The relevant regulatory entity will be the Office of Legal Services Innovation and, for a pilot period of two years from whenever the effective date of the Standing Order comes to pass, this Innovation Office will “establish and administer a pilot legal regulatory sandbox (Sandbox) through which individuals and entities may be approved to offer nontraditional legal services to the public by nontraditional providers or traditional providers using novel approaches and means, including options not permitted by the Rules of Professional Conduct and other applicable rules.”
And, as for the relevant regulatory principles? Those will be as follows:
- Regulation should be based on the evaluation of risk to the consumer.
- Risk to the consumer should be evaluated relative to the current legal services options available.
- Regulation should establish probabilistic thresholds for acceptable levels of harm.
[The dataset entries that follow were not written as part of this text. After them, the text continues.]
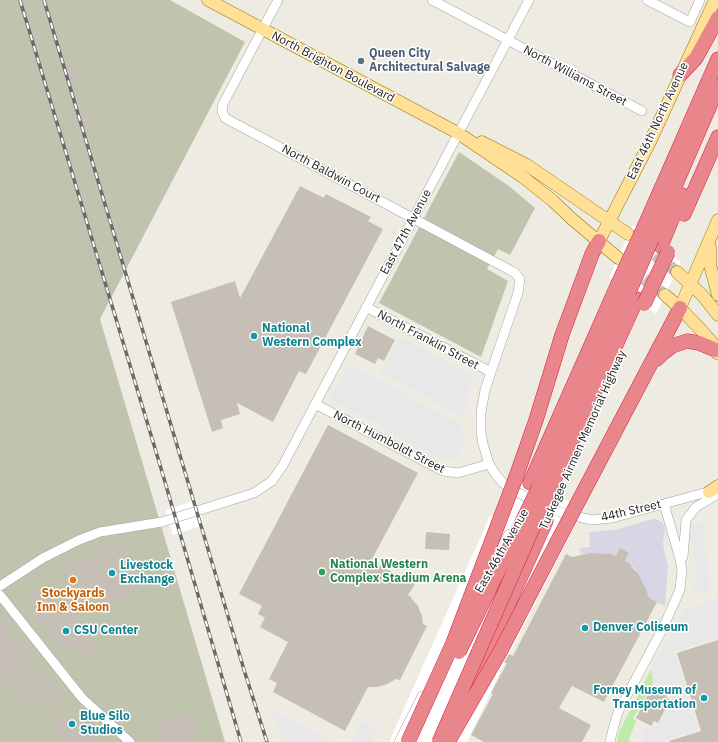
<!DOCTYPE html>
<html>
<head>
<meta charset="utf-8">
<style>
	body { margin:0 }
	canvas { display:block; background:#eeece2 }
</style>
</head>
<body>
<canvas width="718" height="742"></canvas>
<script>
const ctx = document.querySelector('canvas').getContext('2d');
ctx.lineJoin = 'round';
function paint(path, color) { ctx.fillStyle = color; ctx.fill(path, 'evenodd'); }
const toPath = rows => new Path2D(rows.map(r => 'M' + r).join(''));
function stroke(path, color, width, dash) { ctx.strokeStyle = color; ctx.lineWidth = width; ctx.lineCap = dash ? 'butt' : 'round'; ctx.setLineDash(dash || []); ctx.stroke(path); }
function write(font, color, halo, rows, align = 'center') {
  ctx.font = font + ' "IBM Plex Sans",sans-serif'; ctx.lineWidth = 3; ctx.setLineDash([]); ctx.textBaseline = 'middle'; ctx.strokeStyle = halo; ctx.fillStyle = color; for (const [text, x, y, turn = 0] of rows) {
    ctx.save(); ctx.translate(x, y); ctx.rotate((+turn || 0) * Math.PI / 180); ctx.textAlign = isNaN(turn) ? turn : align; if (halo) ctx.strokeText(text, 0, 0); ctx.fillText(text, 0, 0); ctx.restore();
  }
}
const construction = toPath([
	[0,0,170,0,245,42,100,319,225,742,0,742],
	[459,152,509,186,535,208,510,255,498,249,487,269,508,281,481,357,379,303]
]);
const grass = toPath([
	[652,668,653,683,633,719,636,721,629,739,630,742,617,742,619,732]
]);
const parking = toPath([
	[400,336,472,376,464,417,380,373],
	[349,364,460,424,463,432,463,443,460,453,452,460,441,459,330,399],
	[703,522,710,591,693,591,696,571,691,535,692,528,692,525],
	[718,598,718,638,675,651,699,730,660,742,645,742,642,729,659,723,666,713,671,701,668,691,653,683,652,667,684,609],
	[272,710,333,742,282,742],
	[362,722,377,729,370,742,352,742]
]);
const plaza = toPath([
	[652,519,656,519,663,523,665,530,663,544,668,567,665,606,649,598,646,589,638,573,632,566,625,560,629,553,620,548,616,556,608,553,608,554,590,553,581,554,580,548,590,547,589,532,615,530]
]);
const pier = toPath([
	[633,225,681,262,656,314,609,278],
	[512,475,584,508,504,664,467,742,389,742,490,516,495,518],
	[196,500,204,525,173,535,166,510]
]);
const building = toPath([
	[77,66,80,79,62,84,58,72],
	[89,109,93,121,74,127,71,115],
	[300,186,324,198,326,194,371,217,368,221,383,229,306,374,299,371,273,422,237,403,240,414,221,420,223,428,212,432,171,302,235,281,240,298],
	[368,326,395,340,384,361,378,358,375,364,355,354],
	[328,425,418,473,371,561,415,584,408,595,411,597,411,598,418,606,422,616,423,624,427,626,400,680,396,679,387,684,377,687,368,687,345,731,273,692,277,683,269,679,288,642,260,627,265,618,258,614,262,606,239,594],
	[426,532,450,534,449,550,425,549],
	[119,540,142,586,104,605,95,586,75,596,62,569],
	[620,548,629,553,625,560,632,566,631,567,638,573,646,589,649,598,657,602,604,702,572,686,566,696,559,708,591,725,582,742,484,742,471,735,493,694,491,693,507,663,504,662,509,654,513,656,566,554,572,557,590,553,608,554,608,553,616,556],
	[36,587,42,595,50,589,62,603,65,602,100,650,87,661,78,649,74,652,70,648,64,654,33,614,25,617,21,612,35,606,27,594],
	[10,617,14,622,5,626,32,662,25,681,42,668,66,699,49,712,35,694,23,704,0,673,0,620,1,621],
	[718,640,718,742,670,742,669,741,701,731,677,653],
	[652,687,657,690,659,687,669,692,666,697,670,700,658,723,654,721,651,726,636,718],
	[62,712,99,731,93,742,67,742,51,734],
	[192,712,199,737,183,742,162,742,156,723]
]);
const majorTunnel = toPath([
	[641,244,677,272],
	[630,268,665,295]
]);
const minor = toPath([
	[278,0,223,104,222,111,225,118,506,268,515,273,520,279,518,293,491,372,485,390,481,412,481,433,483,444,489,464,496,475,503,483,511,489,532,500,565,514,592,520,612,518,715,490],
	[432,0,642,111],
	[647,0,690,22,700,0],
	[366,307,491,372],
	[315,404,443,471,458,473,489,464],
	[683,557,686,520,696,507,718,494],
	[0,586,43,558,79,540,100,532,162,522,254,493,272,481,283,465,529,0],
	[479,590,509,534],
	[0,595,82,698,130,742],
	[399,742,422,696],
	[610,742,613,729,618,712,663,628,675,601,680,589,682,570,680,559,664,504]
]);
const major = toPath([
	[208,0,458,133,523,177,553,201,572,219,618,258],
	[482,142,527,165,628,234],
	[599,241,650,142,715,0],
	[710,247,710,265,718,295],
	[677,272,703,296,718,315],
	[665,295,680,308,701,330,711,341,717,353],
	[680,308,718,220],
	[709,492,718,486]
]);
const highway = toPath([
	[680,75,696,58,718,18],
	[684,214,718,137],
	[642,232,718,59],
	[652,239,718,87],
	[661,246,682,195],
	[657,359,663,353,672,346,687,341,699,343,716,350],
	[516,477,536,420,562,335,592,254,599,241],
	[530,483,618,284],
	[539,487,629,292],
	[549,491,637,299],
	[577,504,680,308],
	[463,705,546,521]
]);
const rail = toPath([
	[20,0,160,465,241,742],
	[44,0,245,673,267,742]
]);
const highwayBridge = toPath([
	[618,284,642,232],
	[629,292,652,239],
	[644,304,668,252],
	[459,652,539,487],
	[408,742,453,643,516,477],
	[439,742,549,491],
	[448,742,501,650,577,504]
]);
const markers = [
	[361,61,4,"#5c6f8a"],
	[254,336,4,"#0f9aa8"],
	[322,572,4,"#2e9e5b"],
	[112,573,4,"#0f9aa8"],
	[73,580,4,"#e8710a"],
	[585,628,4,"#0f9aa8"],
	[66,631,4,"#0f9aa8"],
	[704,698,4,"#0f9aa8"],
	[72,724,4,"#0f9aa8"]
];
const serviceNames = [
	["Queen City",369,54],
	["Architectural Salvage",369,68]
];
const streetNames = [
	["North Brighton Boulevard",333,67,28],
	["North Williams Street",575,76,28],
	["East 46th North Avenue",658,121,-65],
	["North Baldwin Court",331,174,28],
	["East 47th Avenue",406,232,-62],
	["North Franklin Street",428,340,28],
	["Tuskegee Airmen Memorial Highway",583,440,-66],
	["North Humboldt Street",389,442,27],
	["44th Street",631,511,-13],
	["East 46th Avenue",502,551,-60]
];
const cultureNames = [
	["National",262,329],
	["Western Complex",262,343],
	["Livestock",120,566],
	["Exchange",120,580],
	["Denver Coliseum",593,628],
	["CSU Center",74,631],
	["Forney Museum of",696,691,"right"],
	["Transportation",696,705,"right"],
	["Blue Silo",80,717],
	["Studios",80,731]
];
const leisureNames = [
	["National Western",330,565],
	["Complex Stadium Arena",330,579]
];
const foodNames = [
	["Stockyards",73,594],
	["Inn & Saloon",73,608]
];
paint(construction, '#c0c3ad');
paint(grass, '#beeba5');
paint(parking, '#e8e8e8');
paint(plaza, '#d8d6e4');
paint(pier, '#fff');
paint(building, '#c6bfb5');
stroke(majorTunnel, '#c4c2ba', 12, [12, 6]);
stroke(minor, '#a3a3a3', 10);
stroke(major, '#957800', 13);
stroke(highway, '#dd1e45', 15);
stroke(minor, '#fff', 9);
stroke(major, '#ffe096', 12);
stroke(highway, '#e9868b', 14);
stroke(rail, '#6a6a6a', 3.5);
stroke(rail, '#fff', 2, [6]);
stroke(highwayBridge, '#dd1e45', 15, []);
stroke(highwayBridge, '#e9868b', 14);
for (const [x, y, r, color] of markers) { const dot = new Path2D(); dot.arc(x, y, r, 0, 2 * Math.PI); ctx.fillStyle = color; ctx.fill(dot); stroke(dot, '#fff', 1.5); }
write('bold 12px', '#4e5e75', '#fff', serviceNames, 'left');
write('12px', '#1c1c1c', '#fff', streetNames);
write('bold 12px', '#0d838f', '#fff', cultureNames, 'left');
write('bold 12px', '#27864d', '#fff', leisureNames, 'left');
write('bold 12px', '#c56008', '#fff', foodNames);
</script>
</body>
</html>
- Regulation should be empirically driven.
- Regulation should be guided by a market-based approach.
There is a 90-day comment period on the proposal which ends on July 23, 2020. That comment period is not only for Utahns. (And, yes, according to the Standing Order that is how to refer to a collection of residents of Utah. College football fans likely believed, and My Cousin Vinny fanatics would likely have been demanding, that Utes to be the official term.)